East Daley noted the stakes were high in South Texas in the Kimmeridge–SilverBow battle. KTG is an investor in Commonwealth LNG and has signed a multi-year transportation agreement with Kinder Morgan Texas Pipeline in support of that project.
The Crescent Energy deal, by contrast, creates a more diversified pro forma, with drilling locations in the Rockies and Eagle Ford and estimated 2024 production of 250,000 boe/d.
Crescent also has a large footprint in Utah’s Uinta Basin, where it holds around 434,000 net acres, according to regulatory filings.
A combination with KTG would have created an Eagle Ford company with a 2025 estimated production of 180,000 boe/d.
Stephen Trauber, managing director, chairman and global head of energy and clean technology for Moelis & Co., echoed those thoughts at Hart Energy’s SUPER DUG Conference & Expo.
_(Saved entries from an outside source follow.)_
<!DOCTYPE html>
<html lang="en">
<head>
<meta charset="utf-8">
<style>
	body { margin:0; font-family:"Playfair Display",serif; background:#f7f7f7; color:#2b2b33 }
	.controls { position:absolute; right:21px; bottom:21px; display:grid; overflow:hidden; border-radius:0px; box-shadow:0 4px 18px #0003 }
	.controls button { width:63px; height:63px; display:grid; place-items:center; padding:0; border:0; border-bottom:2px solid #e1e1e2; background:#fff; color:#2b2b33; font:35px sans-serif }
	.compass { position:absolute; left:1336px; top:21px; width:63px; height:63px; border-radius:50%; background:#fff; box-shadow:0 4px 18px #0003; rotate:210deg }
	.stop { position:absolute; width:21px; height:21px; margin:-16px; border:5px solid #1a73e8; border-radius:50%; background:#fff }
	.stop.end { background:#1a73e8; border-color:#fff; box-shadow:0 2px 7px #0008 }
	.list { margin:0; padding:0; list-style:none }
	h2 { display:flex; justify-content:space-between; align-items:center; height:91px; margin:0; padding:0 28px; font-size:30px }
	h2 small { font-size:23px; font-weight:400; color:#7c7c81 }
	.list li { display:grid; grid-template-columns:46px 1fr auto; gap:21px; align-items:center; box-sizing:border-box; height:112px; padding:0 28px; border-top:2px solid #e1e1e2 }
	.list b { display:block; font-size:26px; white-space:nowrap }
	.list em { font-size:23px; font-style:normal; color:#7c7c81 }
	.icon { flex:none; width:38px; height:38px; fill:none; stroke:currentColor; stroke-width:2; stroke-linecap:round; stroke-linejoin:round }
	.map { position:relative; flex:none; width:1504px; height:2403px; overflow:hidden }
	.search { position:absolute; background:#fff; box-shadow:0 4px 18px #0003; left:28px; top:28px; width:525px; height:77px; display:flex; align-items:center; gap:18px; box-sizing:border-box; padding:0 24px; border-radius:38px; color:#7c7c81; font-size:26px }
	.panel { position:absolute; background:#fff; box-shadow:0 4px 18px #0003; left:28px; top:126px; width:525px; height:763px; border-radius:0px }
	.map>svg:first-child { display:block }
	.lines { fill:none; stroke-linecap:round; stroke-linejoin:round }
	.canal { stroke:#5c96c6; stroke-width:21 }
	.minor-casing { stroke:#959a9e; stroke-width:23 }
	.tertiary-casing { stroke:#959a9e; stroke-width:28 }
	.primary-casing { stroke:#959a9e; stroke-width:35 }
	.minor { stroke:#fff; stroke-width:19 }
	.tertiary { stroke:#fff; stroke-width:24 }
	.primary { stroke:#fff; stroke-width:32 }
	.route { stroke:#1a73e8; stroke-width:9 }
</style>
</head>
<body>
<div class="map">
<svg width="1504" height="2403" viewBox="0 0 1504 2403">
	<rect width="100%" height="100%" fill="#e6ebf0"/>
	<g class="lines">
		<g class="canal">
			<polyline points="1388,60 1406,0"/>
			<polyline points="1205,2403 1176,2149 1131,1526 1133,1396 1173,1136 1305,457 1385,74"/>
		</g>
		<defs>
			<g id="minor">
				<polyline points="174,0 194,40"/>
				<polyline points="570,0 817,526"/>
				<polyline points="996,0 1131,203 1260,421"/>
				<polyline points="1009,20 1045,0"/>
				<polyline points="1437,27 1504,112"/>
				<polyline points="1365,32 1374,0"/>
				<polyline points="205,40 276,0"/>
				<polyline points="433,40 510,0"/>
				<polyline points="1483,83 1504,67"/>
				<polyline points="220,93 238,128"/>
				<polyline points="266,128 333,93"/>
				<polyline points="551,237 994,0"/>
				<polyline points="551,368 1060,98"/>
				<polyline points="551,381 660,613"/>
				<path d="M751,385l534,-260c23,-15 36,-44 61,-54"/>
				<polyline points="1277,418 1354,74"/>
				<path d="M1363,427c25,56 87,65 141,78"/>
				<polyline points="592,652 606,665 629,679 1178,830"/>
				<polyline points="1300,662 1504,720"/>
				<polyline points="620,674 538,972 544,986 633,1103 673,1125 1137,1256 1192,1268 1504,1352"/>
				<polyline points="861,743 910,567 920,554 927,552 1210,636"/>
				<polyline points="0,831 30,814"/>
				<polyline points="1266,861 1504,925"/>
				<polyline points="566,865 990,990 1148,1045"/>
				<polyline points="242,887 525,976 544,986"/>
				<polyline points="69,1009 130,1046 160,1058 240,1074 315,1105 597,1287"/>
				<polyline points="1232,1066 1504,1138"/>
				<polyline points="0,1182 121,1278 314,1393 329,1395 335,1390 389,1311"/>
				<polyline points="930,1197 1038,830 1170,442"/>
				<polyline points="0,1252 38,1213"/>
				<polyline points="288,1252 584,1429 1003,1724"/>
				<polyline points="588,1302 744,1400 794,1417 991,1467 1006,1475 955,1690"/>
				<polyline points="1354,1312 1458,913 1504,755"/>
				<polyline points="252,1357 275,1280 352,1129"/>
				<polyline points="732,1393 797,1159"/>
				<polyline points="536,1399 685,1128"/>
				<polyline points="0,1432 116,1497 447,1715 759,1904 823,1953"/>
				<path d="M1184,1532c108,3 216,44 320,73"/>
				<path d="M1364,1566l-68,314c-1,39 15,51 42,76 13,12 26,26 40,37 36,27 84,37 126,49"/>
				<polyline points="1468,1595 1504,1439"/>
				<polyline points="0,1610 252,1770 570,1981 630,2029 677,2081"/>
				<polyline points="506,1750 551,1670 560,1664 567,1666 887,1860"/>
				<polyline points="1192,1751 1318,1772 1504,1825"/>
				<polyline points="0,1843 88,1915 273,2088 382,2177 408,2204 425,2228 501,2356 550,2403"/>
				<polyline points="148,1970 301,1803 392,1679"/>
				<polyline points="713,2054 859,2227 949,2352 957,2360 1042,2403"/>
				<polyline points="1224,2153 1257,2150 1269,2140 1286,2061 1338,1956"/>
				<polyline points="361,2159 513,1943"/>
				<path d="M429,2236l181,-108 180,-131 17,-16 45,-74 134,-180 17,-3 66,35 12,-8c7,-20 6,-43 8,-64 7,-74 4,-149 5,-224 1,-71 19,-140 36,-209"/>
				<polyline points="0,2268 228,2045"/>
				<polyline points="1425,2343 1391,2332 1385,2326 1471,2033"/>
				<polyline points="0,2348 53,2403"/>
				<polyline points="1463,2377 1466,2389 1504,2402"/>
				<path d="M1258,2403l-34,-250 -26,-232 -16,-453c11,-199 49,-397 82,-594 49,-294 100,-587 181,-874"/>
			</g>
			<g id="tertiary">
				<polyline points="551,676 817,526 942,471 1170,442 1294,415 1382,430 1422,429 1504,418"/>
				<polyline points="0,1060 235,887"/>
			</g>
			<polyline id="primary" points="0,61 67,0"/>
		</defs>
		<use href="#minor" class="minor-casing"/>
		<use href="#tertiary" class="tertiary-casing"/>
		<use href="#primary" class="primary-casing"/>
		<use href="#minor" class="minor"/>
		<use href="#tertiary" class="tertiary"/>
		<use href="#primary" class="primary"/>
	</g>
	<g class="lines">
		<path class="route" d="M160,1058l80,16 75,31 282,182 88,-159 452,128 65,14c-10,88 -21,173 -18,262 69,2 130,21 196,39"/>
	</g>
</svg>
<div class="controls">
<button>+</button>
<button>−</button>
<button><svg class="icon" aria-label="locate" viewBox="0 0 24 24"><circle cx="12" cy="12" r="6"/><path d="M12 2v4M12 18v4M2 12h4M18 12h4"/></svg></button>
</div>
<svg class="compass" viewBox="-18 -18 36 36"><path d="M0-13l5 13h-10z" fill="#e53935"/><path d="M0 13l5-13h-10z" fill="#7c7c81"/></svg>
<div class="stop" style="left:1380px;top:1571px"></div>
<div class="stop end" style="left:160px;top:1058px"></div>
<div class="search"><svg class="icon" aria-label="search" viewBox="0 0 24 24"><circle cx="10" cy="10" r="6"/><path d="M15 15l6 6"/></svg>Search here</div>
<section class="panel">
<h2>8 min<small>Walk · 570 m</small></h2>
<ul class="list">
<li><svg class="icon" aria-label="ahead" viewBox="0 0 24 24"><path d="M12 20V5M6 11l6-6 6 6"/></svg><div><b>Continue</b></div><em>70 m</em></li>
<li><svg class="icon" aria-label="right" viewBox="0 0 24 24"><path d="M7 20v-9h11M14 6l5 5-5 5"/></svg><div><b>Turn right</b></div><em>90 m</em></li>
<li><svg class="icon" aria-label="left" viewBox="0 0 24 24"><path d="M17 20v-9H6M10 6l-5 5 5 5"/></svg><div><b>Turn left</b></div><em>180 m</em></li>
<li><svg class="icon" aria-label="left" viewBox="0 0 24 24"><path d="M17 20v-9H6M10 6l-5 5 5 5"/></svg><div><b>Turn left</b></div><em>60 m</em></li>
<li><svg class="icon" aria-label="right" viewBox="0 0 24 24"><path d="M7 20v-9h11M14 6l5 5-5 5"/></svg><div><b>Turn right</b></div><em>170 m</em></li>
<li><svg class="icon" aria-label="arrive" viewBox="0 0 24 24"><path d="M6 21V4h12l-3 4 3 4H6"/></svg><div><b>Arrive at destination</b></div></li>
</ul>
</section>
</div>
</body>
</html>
While the Crescent Energy-SilverBow deal appears to be a good strategic fit, he was surprised by the abbreviated sales process.
“To be fair, I'm a little surprised at the announcement now because I think a lot of people knew that Evercore was running a quiet process on SilverBow … There were a number of other people looking at it and they [SilverBow] didn't wait for others to submit offers. … I wouldn't be surprised if somebody else comes in with a higher offer.”
He added that SilverBow “needed to do something in light of what Kimmeridge was attempting to do” regarding the Eagle Ford companies’ proxy fight.